TASK PROMPT: When the string "markers" occurs in a line of the listing below, return that line.

_ _ _

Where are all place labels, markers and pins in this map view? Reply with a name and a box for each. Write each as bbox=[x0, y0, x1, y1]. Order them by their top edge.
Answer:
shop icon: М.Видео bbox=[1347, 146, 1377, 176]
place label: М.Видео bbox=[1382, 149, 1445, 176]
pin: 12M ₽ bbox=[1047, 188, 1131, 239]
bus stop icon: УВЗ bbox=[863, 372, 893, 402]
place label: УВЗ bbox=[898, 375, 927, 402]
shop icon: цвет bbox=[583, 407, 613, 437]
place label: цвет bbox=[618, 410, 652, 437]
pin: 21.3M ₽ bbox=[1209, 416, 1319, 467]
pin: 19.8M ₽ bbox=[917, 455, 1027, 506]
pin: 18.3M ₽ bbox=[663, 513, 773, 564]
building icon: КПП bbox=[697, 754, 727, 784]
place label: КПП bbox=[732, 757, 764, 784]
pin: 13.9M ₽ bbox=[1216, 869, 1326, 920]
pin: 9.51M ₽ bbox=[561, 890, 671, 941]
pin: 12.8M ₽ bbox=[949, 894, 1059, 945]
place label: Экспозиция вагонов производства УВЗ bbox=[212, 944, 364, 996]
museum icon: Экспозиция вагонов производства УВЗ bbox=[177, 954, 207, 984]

_ _ _

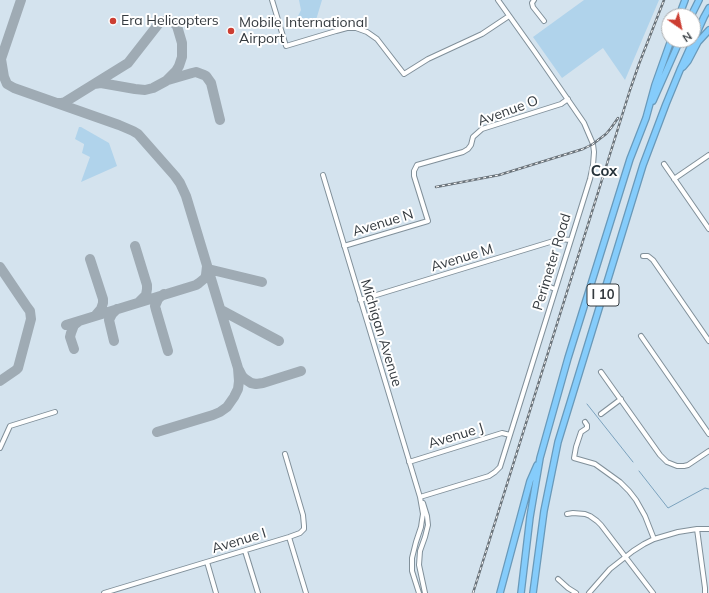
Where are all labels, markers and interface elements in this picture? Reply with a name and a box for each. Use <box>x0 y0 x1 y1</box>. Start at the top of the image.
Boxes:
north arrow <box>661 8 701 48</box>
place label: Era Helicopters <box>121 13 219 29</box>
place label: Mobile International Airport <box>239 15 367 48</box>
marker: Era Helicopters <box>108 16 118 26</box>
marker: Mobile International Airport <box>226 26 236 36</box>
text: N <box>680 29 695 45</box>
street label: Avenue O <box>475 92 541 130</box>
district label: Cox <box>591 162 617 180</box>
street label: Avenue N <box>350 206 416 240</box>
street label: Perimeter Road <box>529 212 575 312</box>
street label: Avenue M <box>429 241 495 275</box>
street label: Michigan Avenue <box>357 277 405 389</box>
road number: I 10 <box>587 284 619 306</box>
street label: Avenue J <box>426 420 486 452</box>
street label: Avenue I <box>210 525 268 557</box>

_ _ _

TASK OUTPUT:
Where are all place labels, markers and pins in this map view? Reply with a name and a box for each. Write each as bbox=[x0, y0, x1, y1]. Order them by their top edge.
Where are all labels, markers and interface elements in this picture? Reply with a name and a box for each. Use <box>x0 y0 x1 y1</box>. Start at the top of the image.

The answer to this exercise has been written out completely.